Upon successful completion, the value 0 is returned; otherwise the value -1 is returned and the global variable errno is set to indicate the error.
The getfh() and lgetfh() system calls fail if one or more of the following are true: [ENOTDIR] A component of the path prefix of path is not a directory. [ENAMETOOLONG] The length of a component of path exceeds 255 characters, or the length of path exceeds 1023 characters. [ENOENT] The file referred to by path does not exist. [EACCES] Search permission is denied for a component of the path prefix of path. [ELOOP] Too many symbolic links were encountered in translating path. [EFAULT] The fhp argument points to an invalid address. [EFAULT] The path argument points to an invalid address. [EIO] An I/O error occurred while reading from or writing to the file system. [EINTEGRITY] Corrupted data was detected while reading from the file system. [ESTALE] The file handle fhp is no longer valid.
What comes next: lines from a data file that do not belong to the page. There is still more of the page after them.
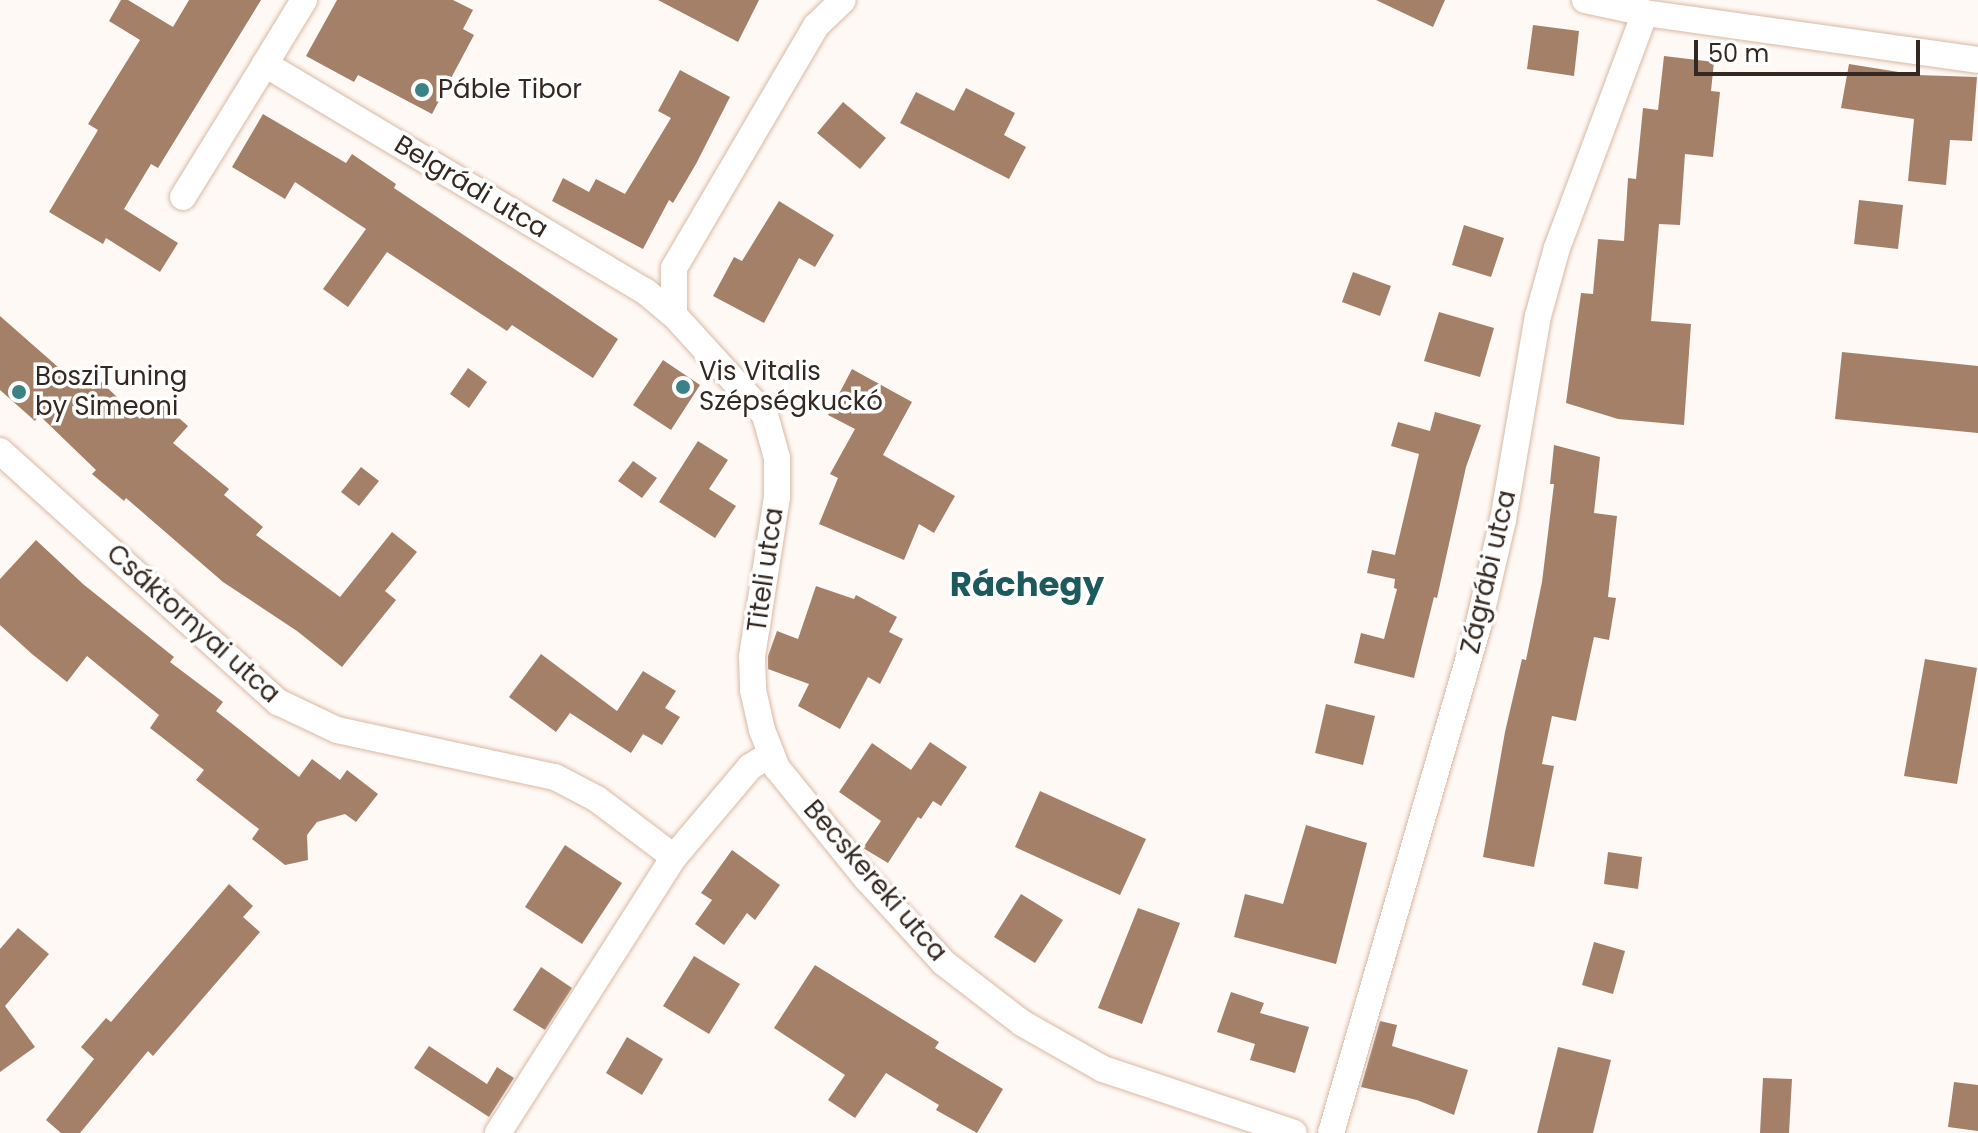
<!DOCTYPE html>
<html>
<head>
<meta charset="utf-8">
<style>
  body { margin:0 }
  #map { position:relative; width:1978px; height:1133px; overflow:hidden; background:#fff9f5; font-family:Poppins,sans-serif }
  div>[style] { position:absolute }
  .building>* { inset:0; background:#a48069 }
  .roads { filter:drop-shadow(0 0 2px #d7baa7) drop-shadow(0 0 2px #d7baa7) }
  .minor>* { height:26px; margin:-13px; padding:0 13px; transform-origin:13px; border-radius:13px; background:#fff }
  .dots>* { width:22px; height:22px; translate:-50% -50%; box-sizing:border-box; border:4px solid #fff; border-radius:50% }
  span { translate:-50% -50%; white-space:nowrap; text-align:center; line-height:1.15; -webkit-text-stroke:7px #fff; paint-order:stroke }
  .poi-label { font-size:26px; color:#342922 }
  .left { translate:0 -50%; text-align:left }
  .street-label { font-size:26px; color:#342922 }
  .district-label { font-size:34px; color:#1e595c; font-weight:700 }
  .scale { position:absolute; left:1694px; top:40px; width:226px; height:36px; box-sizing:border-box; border:4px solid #342922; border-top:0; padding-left:10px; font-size:24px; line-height:28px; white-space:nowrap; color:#342922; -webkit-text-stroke:6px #fff; paint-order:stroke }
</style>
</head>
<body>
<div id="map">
  <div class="building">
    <div style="clip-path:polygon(121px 0,128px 0,173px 27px,189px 0,261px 0,158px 168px,151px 164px,124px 209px,178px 243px,160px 272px,106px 238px,103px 244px,49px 212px,98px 130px,88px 124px,140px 40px,109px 21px)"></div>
    <div style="clip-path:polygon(337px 0,453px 0,473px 10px,463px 29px,474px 35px,432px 114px,358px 75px,354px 82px,306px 56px)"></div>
    <div style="clip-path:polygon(658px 0,759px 0,738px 42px)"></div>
    <div style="clip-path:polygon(1376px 0,1445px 0,1433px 27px)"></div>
    <div style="clip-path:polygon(1533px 25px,1579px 31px,1574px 76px,1527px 69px)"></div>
    <div style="clip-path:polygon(1664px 56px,1714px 62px,1711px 91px,1720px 92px,1713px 157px,1685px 154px,1680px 225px,1659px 224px,1651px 321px,1691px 324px,1684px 425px,1618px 419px,1566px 403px,1581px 293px,1593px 294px,1598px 239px,1624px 241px,1628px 178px,1636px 179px,1643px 108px,1658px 110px)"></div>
    <div style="clip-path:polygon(1849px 64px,1917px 75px,1977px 77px,1972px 141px,1950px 140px,1946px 185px,1908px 181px,1914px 119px,1841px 108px)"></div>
    <div style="clip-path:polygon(680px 70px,730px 97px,696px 164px,673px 203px,669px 200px,643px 249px,552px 201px,563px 178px,589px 192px,596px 179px,625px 194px,671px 118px,658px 111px)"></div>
    <div style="clip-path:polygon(966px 88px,1015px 113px,1004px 135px,1026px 147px,1009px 179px,900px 123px,916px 92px,954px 111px)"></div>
    <div style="clip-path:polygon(843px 102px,886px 138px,860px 169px,817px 133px)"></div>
    <div style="clip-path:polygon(263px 114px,346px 163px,352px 154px,396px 184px,394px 188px,618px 339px,593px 378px,512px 325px,507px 331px,387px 252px,348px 307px,323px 289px,366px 229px,295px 182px,285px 199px,232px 167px)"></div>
    <div style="clip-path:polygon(1859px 200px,1903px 205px,1898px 249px,1854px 244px)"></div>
    <div style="clip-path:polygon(779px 201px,834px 235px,815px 267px,799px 258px,764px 323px,713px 296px,734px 257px,742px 261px)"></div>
    <div style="clip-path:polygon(1464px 225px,1504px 238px,1491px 277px,1452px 265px)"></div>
    <div style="clip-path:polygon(1353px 272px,1391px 286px,1380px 316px,1342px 302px)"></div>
    <div style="clip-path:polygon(1439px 312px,1494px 328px,1480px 377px,1424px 361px)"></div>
    <div style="clip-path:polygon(0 316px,83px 389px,95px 376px,140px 419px,157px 399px,188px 426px,173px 443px,229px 489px,224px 495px,263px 527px,256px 535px,340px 597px,392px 532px,417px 552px,385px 591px,396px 600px,342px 667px,297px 631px,223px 582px,126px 498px,124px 501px,92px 474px,96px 470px,39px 415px,35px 421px,0 390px)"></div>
    <div style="clip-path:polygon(1842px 352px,1978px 366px,1978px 433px,1835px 419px)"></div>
    <div style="clip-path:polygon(663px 360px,700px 385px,671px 430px,633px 405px)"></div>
    <div style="clip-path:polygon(468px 368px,487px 382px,469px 408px,450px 394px)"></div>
    <div style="clip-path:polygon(852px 369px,912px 402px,883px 455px,955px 496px,934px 533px,919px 524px,904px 560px,819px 524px,838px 478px,830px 474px,855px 429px,828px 415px)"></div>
    <div style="clip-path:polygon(1435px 412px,1481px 425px,1466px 467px,1437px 598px,1434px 597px,1414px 678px,1354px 663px,1361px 633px,1384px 639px,1397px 589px,1394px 588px,1395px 579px,1367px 573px,1372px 550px,1395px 555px,1419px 454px,1391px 446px,1398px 422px,1430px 431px)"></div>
    <div style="clip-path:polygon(698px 441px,728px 460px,709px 489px,736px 506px,715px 538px,659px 502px)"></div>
    <div style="clip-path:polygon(1554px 445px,1600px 457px,1594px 513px,1617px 516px,1608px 597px,1616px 598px,1609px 640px,1594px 637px,1576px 721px,1552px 716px,1542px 764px,1554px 766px,1534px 867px,1483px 857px,1505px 732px,1522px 659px,1526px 660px,1542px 582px,1554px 484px,1550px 484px)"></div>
    <div style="clip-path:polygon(633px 461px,657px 478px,642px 498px,618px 481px)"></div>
    <div style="clip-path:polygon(361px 467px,379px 481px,359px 506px,341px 492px)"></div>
    <div style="clip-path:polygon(36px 540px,83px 584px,174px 657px,170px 662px,223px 702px,216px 711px,299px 777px,312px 759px,340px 780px,347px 770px,378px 794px,356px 822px,345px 814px,317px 822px,307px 835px,308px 860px,285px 865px,252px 839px,259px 829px,196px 780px,204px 770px,150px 728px,159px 715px,87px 656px,67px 682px,32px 654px,0 625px,0 579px)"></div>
    <div style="clip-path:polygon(816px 586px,854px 599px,856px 595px,897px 617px,889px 632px,903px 639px,880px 684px,868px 677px,840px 729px,798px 706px,809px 684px,768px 669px,768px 656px,777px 631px,798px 639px)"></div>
    <div style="clip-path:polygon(541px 654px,617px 711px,643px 671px,676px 691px,665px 708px,680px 717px,662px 745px,643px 734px,631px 753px,570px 713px,556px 732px,509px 697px)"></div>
    <div style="clip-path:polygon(1925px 659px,1977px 668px,1957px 784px,1904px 776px)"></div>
    <div style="clip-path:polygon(1326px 704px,1375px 716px,1363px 765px,1315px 753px)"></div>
    <div style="clip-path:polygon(930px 742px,967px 767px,941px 806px,933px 801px,921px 819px,918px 817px,888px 863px,863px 848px,881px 821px,839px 792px,872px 743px,911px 770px)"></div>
    <div style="clip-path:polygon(1040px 791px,1146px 839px,1120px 895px,1015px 847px)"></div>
    <div style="clip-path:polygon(1306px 825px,1367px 843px,1336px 964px,1234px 937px,1245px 894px,1283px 904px)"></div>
    <div style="clip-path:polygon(565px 845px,622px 883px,582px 944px,525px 907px)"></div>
    <div style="clip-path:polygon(732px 850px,780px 885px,755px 920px,747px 913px,724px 945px,695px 924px,712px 900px,701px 893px)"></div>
    <div style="clip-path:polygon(1608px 852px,1642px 857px,1638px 889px,1604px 884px)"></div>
    <div style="clip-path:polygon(229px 884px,253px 906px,243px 917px,260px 932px,153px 1056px,148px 1051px,80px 1133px,61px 1133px,46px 1120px,94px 1059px,81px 1047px,106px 1018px,111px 1022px)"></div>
    <div style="clip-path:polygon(1021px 894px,1063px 920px,1035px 963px,994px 937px)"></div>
    <div style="clip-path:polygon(1138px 908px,1180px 923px,1142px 1024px,1098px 1008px)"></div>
    <div style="clip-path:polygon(18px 928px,49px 954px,5px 1006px,35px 1047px,0 1072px,0 949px)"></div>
    <div style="clip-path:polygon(1594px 942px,1625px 951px,1613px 994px,1582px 985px)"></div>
    <div style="clip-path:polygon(694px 956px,740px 984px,709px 1034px,663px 1006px)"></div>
    <div style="clip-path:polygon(815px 965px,939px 1042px,935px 1048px,1003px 1089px,977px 1133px,936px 1110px,939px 1105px,886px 1073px,855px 1118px,828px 1100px,845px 1075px,774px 1028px)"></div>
    <div style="clip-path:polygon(541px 967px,572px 988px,545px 1030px,513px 1010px)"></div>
    <div style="clip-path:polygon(1231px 992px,1264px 1003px,1260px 1013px,1309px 1027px,1295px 1073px,1250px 1060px,1255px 1044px,1217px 1032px)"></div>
    <div style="clip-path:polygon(1380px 1021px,1397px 1025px,1392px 1046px,1468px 1070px,1454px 1115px,1417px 1100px,1361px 1087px)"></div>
    <div style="clip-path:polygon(627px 1037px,663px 1059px,642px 1095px,606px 1073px)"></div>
    <div style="clip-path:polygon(429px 1046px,487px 1084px,497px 1067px,514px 1078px,489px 1117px,414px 1068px)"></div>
    <div style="clip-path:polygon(1558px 1047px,1611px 1060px,1593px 1133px,1537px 1133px)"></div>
    <div style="clip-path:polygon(1763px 1078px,1792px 1079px,1789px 1133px,1760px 1133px)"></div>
    <div style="clip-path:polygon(1954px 1082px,1978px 1085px,1978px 1131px,1948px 1127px)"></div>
  </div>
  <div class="roads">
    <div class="minor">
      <div style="left:1585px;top:0;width:61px;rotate:12.2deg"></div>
      <div style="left:1645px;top:13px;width:336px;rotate:8deg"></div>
      <div style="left:265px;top:64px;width:75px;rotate:-58.6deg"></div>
      <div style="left:183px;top:197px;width:156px;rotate:-58.3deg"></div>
      <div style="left:265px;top:64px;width:443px;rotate:30.9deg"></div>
      <div style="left:645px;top:291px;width:38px;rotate:40deg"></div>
      <div style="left:674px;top:315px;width:135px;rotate:47.7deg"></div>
      <div style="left:765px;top:415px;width:45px;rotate:74.4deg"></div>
      <div style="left:777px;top:458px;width:39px;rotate:90deg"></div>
      <div style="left:777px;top:497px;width:162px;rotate:98.9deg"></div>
      <div style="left:752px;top:657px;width:33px;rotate:88deg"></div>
      <div style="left:753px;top:690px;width:41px;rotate:77.3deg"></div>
      <div style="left:762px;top:730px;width:41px;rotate:68.5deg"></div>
      <div style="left:777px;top:768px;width:143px;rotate:51deg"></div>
      <div style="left:867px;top:879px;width:114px;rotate:47.5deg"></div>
      <div style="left:944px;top:963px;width:98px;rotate:37.6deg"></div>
      <div style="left:1022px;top:1023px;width:93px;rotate:29.6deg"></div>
      <div style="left:1103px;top:1069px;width:201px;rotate:18.5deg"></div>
      <div style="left:674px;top:315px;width:47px;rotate:-90deg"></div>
      <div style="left:674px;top:268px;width:281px;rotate:-59.6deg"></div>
      <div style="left:816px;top:26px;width:37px;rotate:-44deg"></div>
      <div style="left:0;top:451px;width:375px;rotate:42.1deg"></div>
      <div style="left:278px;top:702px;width:65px;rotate:25.4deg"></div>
      <div style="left:337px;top:730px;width:223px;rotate:12.2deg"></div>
      <div style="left:555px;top:777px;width:47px;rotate:27.6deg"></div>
      <div style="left:597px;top:799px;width:96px;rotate:37deg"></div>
      <div style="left:498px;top:1133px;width:327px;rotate:-57.5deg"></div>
      <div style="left:674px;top:857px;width:118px;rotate:-49.8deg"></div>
      <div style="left:750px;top:767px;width:25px;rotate:-32deg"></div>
      <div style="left:1331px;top:1133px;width:531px;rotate:-73.82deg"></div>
      <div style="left:1479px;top:623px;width:106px;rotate:-76.9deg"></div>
      <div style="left:1503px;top:520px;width:207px;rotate:-80.3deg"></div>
      <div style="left:1538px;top:316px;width:71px;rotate:-74.4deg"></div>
      <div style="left:1557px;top:248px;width:251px;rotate:-69.5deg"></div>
    </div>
  </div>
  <div class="dots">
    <div style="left:422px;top:90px;background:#3a8286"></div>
    <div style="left:683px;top:387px;background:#3a8286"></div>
    <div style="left:19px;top:392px;background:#3a8286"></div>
  </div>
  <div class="poi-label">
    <span class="left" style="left:438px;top:90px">Páble Tibor</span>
    <span class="left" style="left:699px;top:387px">Vis Vitalis<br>Szépségkuckó</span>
    <span class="left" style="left:35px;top:392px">BosziTuning<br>by Simeoni</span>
  </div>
  <div class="street-label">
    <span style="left:471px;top:187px;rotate:31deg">Belgrádi utca</span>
    <span style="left:766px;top:570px;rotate:-82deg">Titeli utca</span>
    <span style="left:1489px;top:572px;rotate:-77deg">Zágrábi utca</span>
    <span style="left:193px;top:624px;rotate:42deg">Csáktornyai utca</span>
    <span style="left:875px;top:881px;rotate:49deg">Becskereki utca</span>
  </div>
  <div class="district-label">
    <span style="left:1027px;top:585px">Ráchegy</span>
  </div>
  <div class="scale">50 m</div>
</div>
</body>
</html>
In addition to the errors returned by getfh(), and lgetfh(), the getfhat() system call may fail if: [EBADF] The path argument does not specify an absolute path and the fd argument, is neither AT_FDCWD nor a valid file descriptor open for searching. [EINVAL] The value of the flag argument is not valid. [ENOTDIR] The path argument is not an absolute path and fd is neither AT_FDCWD nor a file descriptor associated with a directory.
The getfh() system call first appeared in 4.4BSD.